Updated

Nurses on an Ebola ward in Liberia must cut up old overalls to serve as makeshift head-coverings to protect themselves from infection, despite international promises of more equipment, a health worker said Thursday.

The Ebola outbreak in West Africa has killed 1,900 people, and officials warn that time is running out to control it. Nigeria, where previously the outbreak had seemed relatively contained, is racing Thursday to track down people who may have been exposed to the disease in recent weeks.
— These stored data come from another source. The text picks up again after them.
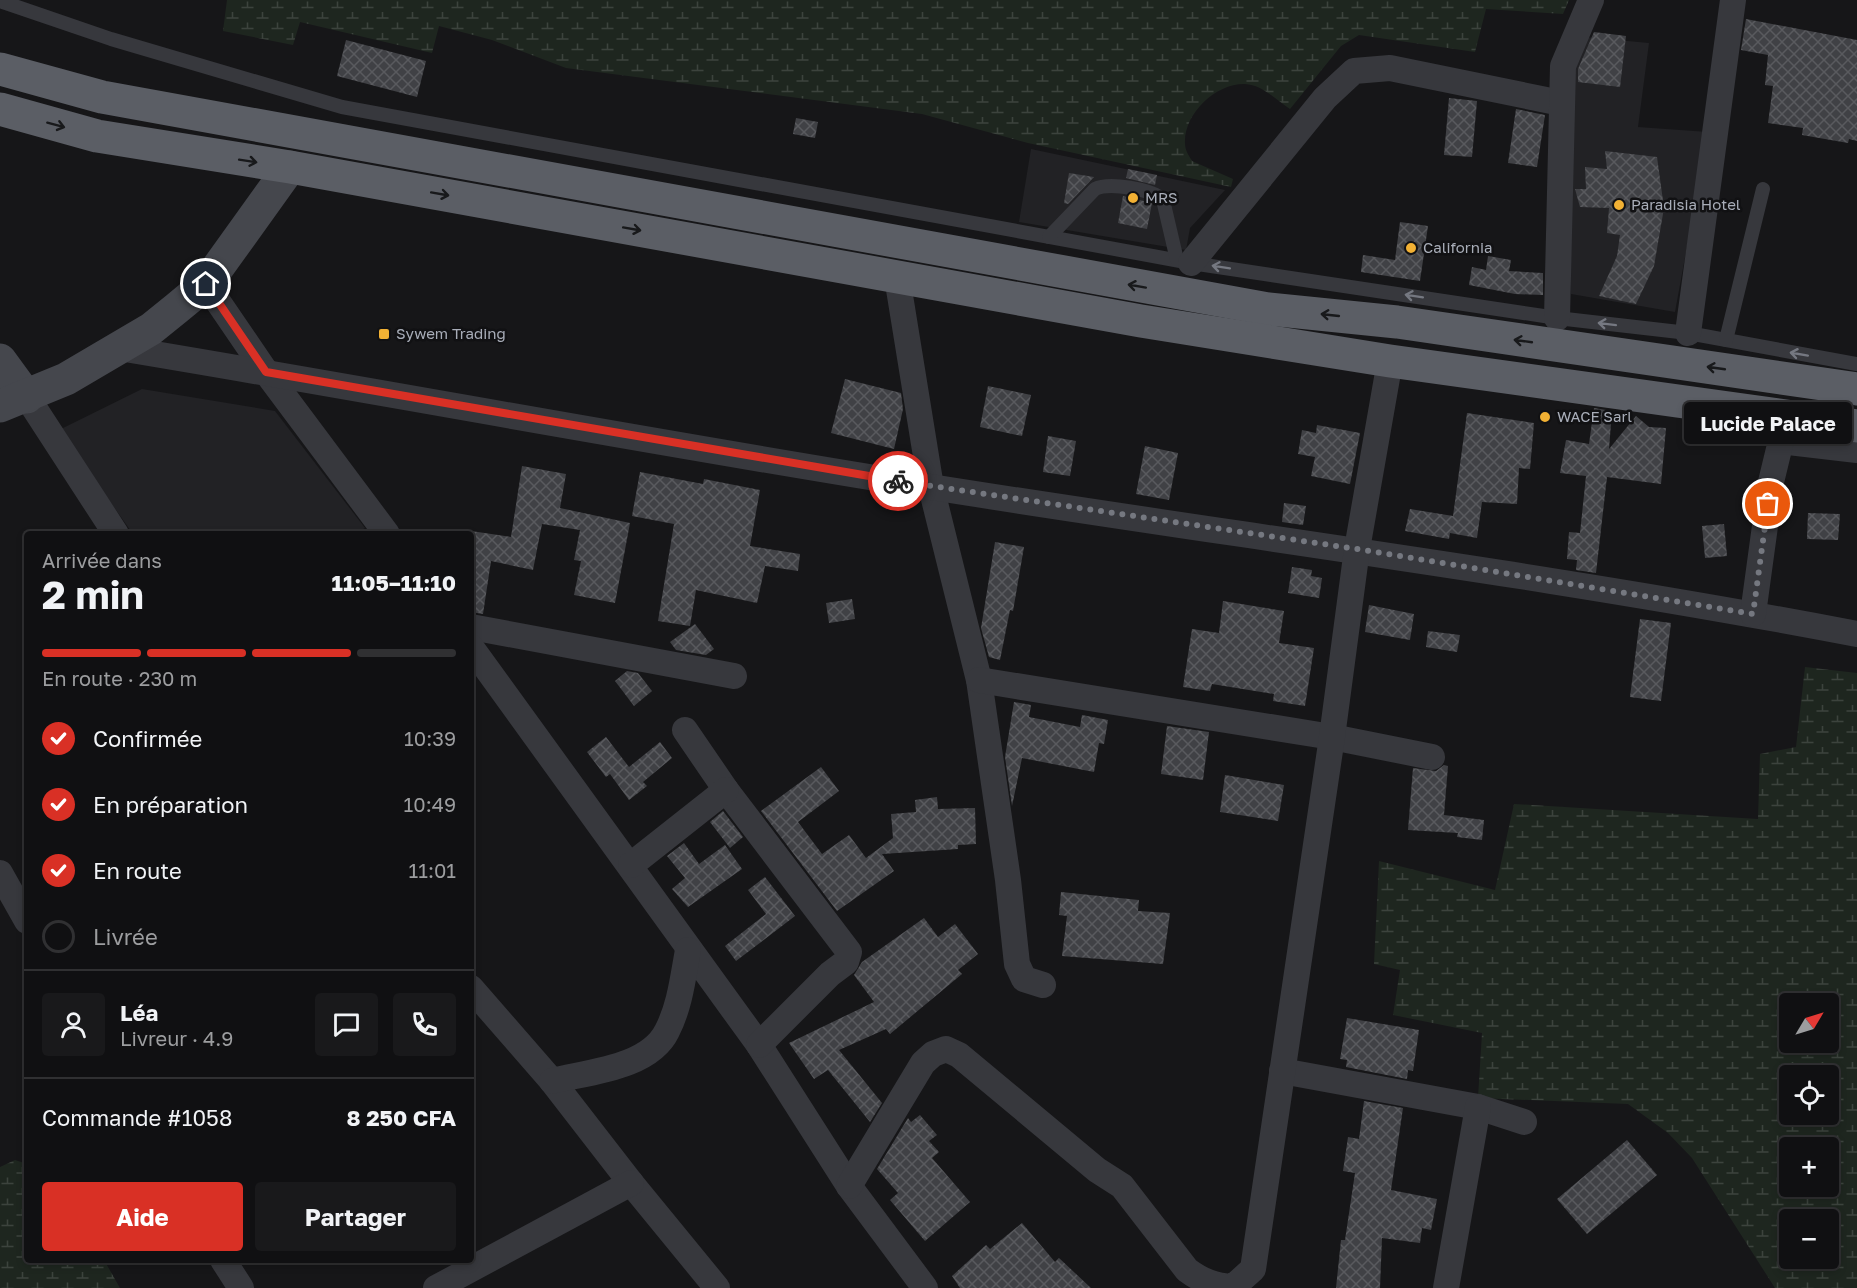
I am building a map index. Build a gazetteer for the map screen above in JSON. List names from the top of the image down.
{
  "places": {
    "other": [
      "MRS",
      "Paradisia Hotel",
      "California",
      "WACE Sarl",
      "Lucide Palace"
    ],
    "transit": ["Sywem Trading"]
  },
  "north": "top right",
  "page": {
    "bubble": "Lucide Palace",
    "heading": ["2 min", "Arrivée dans", "11:05–11:10"],
    "panel": [
      "Léa",
      "Livreur · 4.9",
      "Commande #1058",
      "8 250 CFA"
    ],
    "bar": "En route · 230 m",
    "list": [
      ["Confirmée", "10:39"],
      ["En préparation", "10:49"],
      ["En route", "11:01"],
      "Livrée"
    ],
    "map_buttons": ["+", "−"],
    "buttons": ["Aide", "Partager"]
  }
}
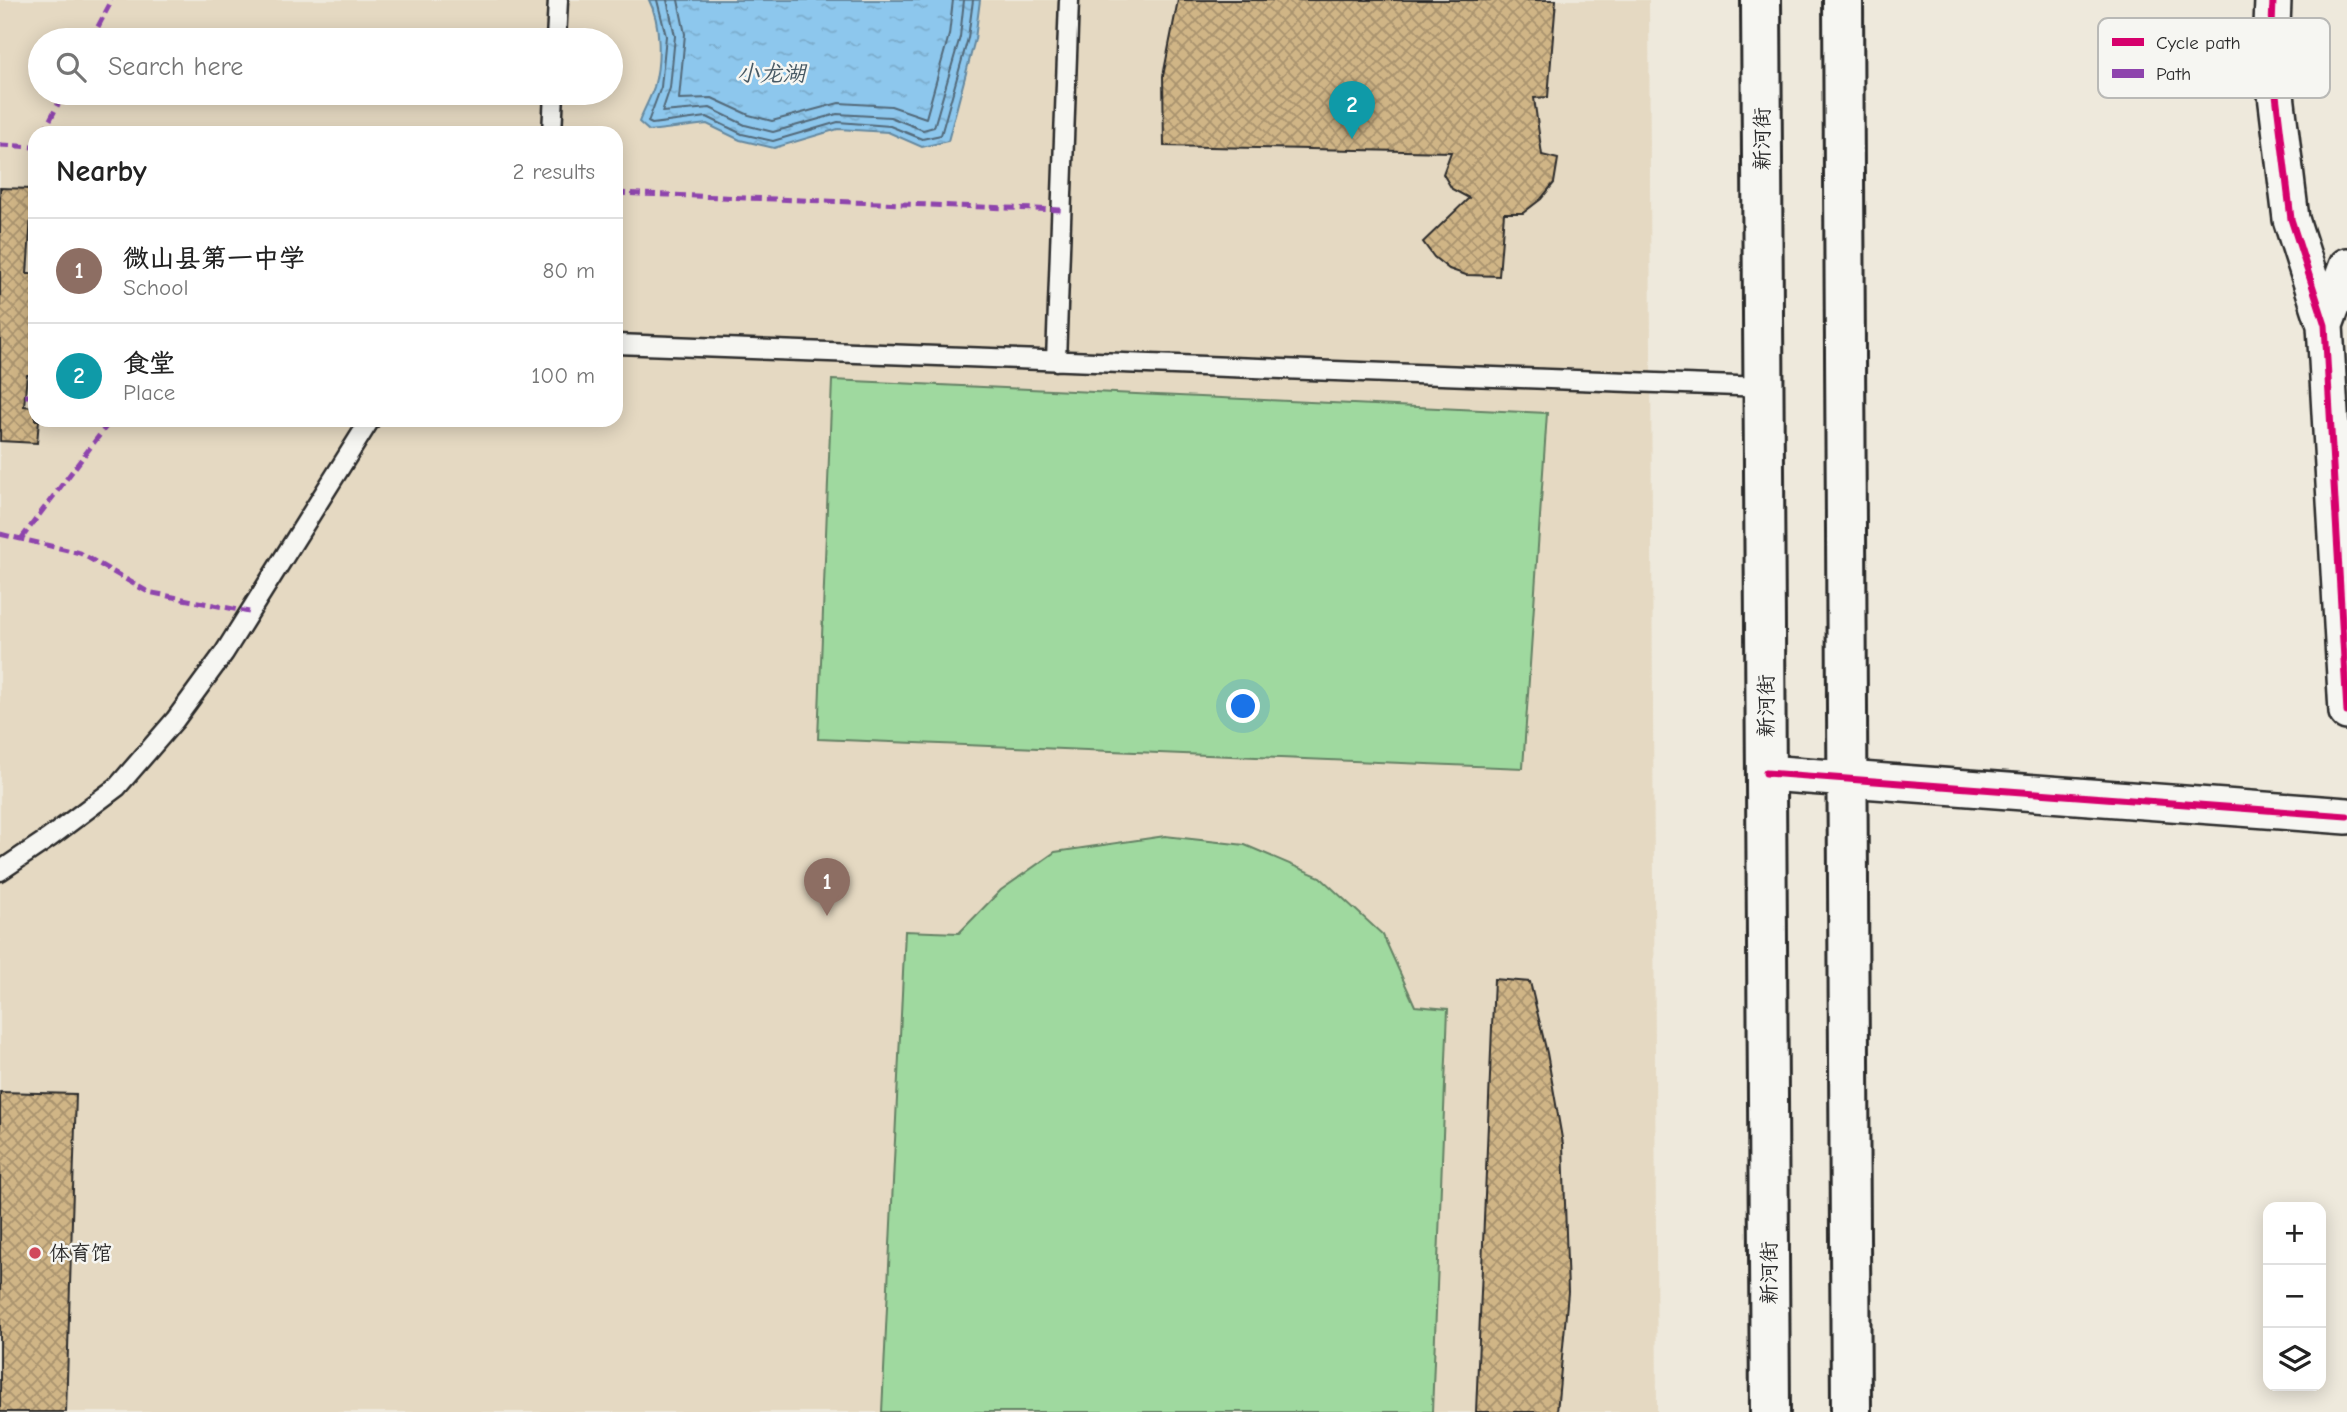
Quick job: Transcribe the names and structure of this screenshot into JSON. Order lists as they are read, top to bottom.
{
  "streets": {
    "main road": ["新河街"]
  },
  "water": ["小龙湖"],
  "places": ["体育馆"],
  "legend": ["Cycle path", "Path"],
  "page": {
    "search": "Search here",
    "pins": ["2", "1"],
    "heading": ["Nearby", "2 results"],
    "list": [
      {
        "mark": "1",
        "name": "微山县第一中学",
        "note": "School",
        "value": "80 m"
      },
      {
        "mark": "2",
        "name": "食堂",
        "note": "Place",
        "value": "100 m"
      }
    ],
    "map_buttons": ["+", "−"]
  }
}
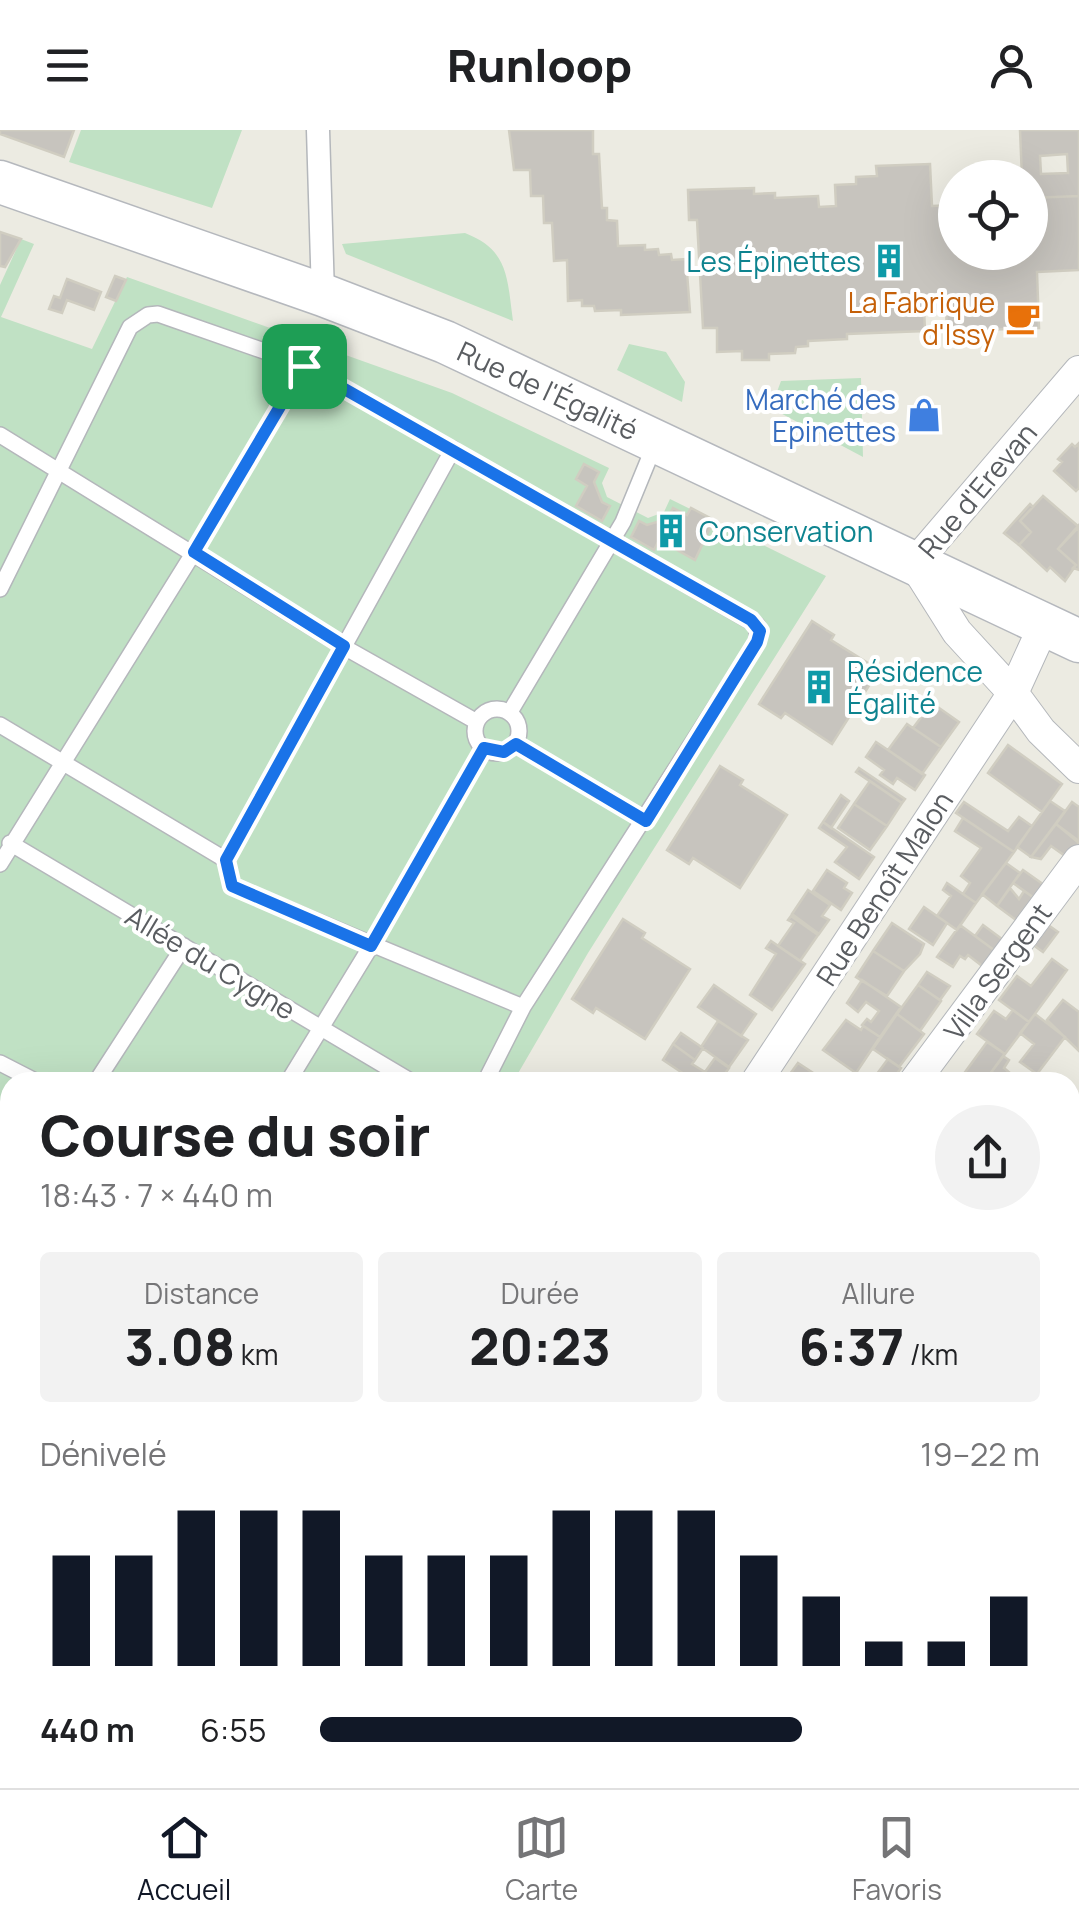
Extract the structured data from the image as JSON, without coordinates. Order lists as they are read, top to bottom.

A severe lack of protective gear for health workers, who are at high risk of infection because of their close contact with the sick, is a major obstacle to stopping the outbreak.

Health workers account for about 10 percent of the deaths so far. Much of the gear must be destroyed after use, so wards need a constant flow of equipment.

One nurse at a hospital in Monrovia, Liberia's capital, said she and her colleagues have resorted to cutting up their old uniforms and tying them on their heads. They cut holes in the fabric, so they can see, said the nurse, who spoke on condition of anonymity because she was not authorized to talk to the media.

"It is really pathetic," she said. "We are not equipped to face the situation."

With no goggles to protect them, their eyes burn from the fumes of chlorine used to disinfect the ward, the nurse said.

David and Nancy Writebol, American missionaries who worked at another hospital in Liberia, echoed those concerns, speaking to The Associated Press in North Carolina. They said doctors and nurses are overwhelmed by a surge of patients and there aren't enough hazard suits to keep them safe.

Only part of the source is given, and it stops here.